Audio Commentary: Director Nicholas Hytner obviously takes this film a lot more seriously than everybody else, and spends more of his commentary time talking about the backgrounds of the actors and the very philosophy of the ballet world itself, giving surprisingly little time to the actual making of the film itself. He doesn’t always sound especially comfortable with the idea of doing a commentary, and there are frequent pauses where he’s obviously trying to figure out what to say next. To hear this quietly spoken Englishman positing theories about the percentage of gay men in the ballet world is a unique commentary experience, to say the least...!

Isolated Music Soundtrack: Always a welcome inclusion on any DVD, this music-only track incorporates both the many songs and other pieces of music used in the film, as well as George Fenton’s score itself, which is, unfortunately, a dreadfully sparse, ‘80s-influenced set of themes that often sound like the demo mode on an old Yamaha keyboard. Red Hot Chili Peppers fans, though, will be pleased to hear Higher Ground in its entirety in Dolby Digital 5.1 Big Audio.

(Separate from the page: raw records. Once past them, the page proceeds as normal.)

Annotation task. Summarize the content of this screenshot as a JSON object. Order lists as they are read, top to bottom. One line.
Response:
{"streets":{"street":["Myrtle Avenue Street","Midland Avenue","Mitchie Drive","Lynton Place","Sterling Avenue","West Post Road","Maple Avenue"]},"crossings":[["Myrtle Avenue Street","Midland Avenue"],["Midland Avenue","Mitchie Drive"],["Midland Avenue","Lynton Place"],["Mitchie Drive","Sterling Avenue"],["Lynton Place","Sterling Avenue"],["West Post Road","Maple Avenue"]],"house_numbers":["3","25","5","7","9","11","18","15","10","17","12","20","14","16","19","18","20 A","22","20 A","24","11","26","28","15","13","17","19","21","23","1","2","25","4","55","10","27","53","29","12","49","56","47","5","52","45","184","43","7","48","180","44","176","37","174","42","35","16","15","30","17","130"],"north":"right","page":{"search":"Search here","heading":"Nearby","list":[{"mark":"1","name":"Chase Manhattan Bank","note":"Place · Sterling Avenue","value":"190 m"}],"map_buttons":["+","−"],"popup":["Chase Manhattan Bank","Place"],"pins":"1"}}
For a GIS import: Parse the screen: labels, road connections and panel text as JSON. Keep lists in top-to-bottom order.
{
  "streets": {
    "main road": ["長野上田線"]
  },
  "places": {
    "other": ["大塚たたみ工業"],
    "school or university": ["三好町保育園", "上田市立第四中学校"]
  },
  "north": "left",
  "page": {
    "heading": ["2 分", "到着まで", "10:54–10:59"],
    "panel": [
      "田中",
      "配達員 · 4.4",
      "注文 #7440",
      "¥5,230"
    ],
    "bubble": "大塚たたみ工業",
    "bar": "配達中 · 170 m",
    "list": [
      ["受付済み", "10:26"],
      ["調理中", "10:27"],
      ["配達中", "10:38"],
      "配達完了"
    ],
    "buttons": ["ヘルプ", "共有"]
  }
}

Extended Dance Sequences: Three of the classical dance sequences - Swan Lake, Romeo And Juliet and Stars And Stripes shown in longer form, without any cuts away to the dramatic action. It’s a nice idea, but it would have been good to see some of the contemporary pieces included here as well. Audio is Dolby Digital 2.0 and none of these are 16:9 enhanced. All are also fairly brief - don’t expect full-scale dance productions here! Video quality is not of the same standard as that of the film itself.

Deleted Scenes: Two short deleted scenes of little consequence to the success of the film and obviously cut for pace. Quality is reasonable, though video is not 16:9 enhanced and audio is in mono.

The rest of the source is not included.